*** Opening of THE RECORDS ***

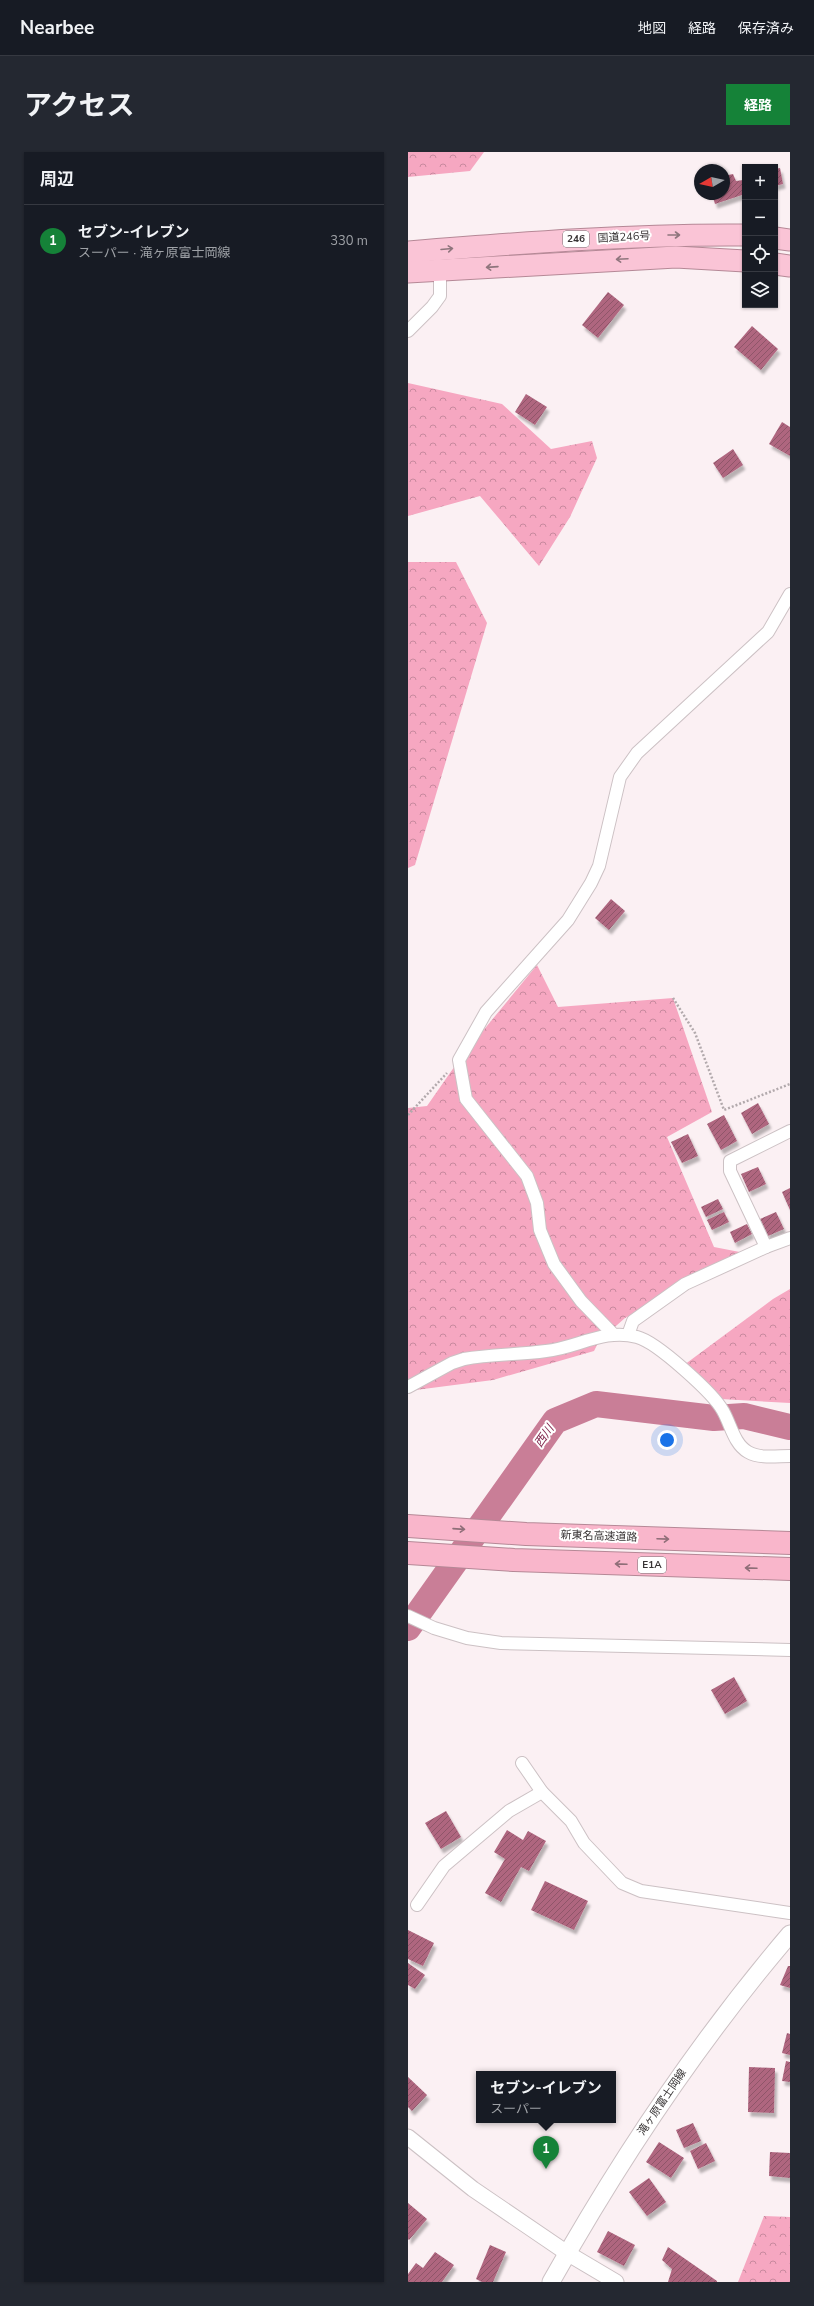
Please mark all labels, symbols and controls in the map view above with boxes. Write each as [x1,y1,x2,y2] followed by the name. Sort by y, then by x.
[20,15,94,41] text: Nearbee
[638,19,666,38] text: 地図
[688,19,716,38] text: 経路
[738,19,794,38] text: 保存済み
[726,84,790,125] button: 経路
[24,87,135,125] text: アクセス
[694,164,730,200] north arrow
[742,164,778,308] map controls
[742,164,778,200] button: +
[40,168,74,191] text: 周辺
[742,200,778,236] button: −
[78,222,190,242] text: セブン-イレブン
[597,228,651,246] street label: 国道246号
[563,231,589,247] road number: 246
[667,231,680,239] one-way arrow
[49,232,57,250] text: 1
[330,232,368,250] text: 330 m
[742,236,778,272] button: locate
[78,244,231,262] text: スーパー · 滝ヶ原富士岡線
[440,245,453,252] one-way arrow
[616,256,629,263] one-way arrow
[486,263,499,270] one-way arrow
[742,272,778,308] button: layers
[531,1420,559,1450] water label: 西川
[657,1430,677,1450] your location
[452,1526,465,1533] one-way arrow
[560,1527,638,1545] street label: 新東名高速道路
[656,1535,669,1542] one-way arrow
[638,1557,666,1573] road number: E1A
[615,1560,628,1567] one-way arrow
[745,1564,758,1571] one-way arrow
[634,2066,690,2138] street label: 滝ヶ原富士岡線
[476,2071,616,2123] popup
[490,2078,602,2098] text: セブン-イレブン
[490,2100,542,2118] text: スーパー
[533,2136,559,2169] pin: 1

*** Close of THE RECORDS ***

## WHAT THE EXERCISE ASKS:
Whenever the string "number" shows up in a line of the records, copy that line.

## RESPONSE TO THE EXERCISE:
[563,231,589,247] road number: 246
[638,1557,666,1573] road number: E1A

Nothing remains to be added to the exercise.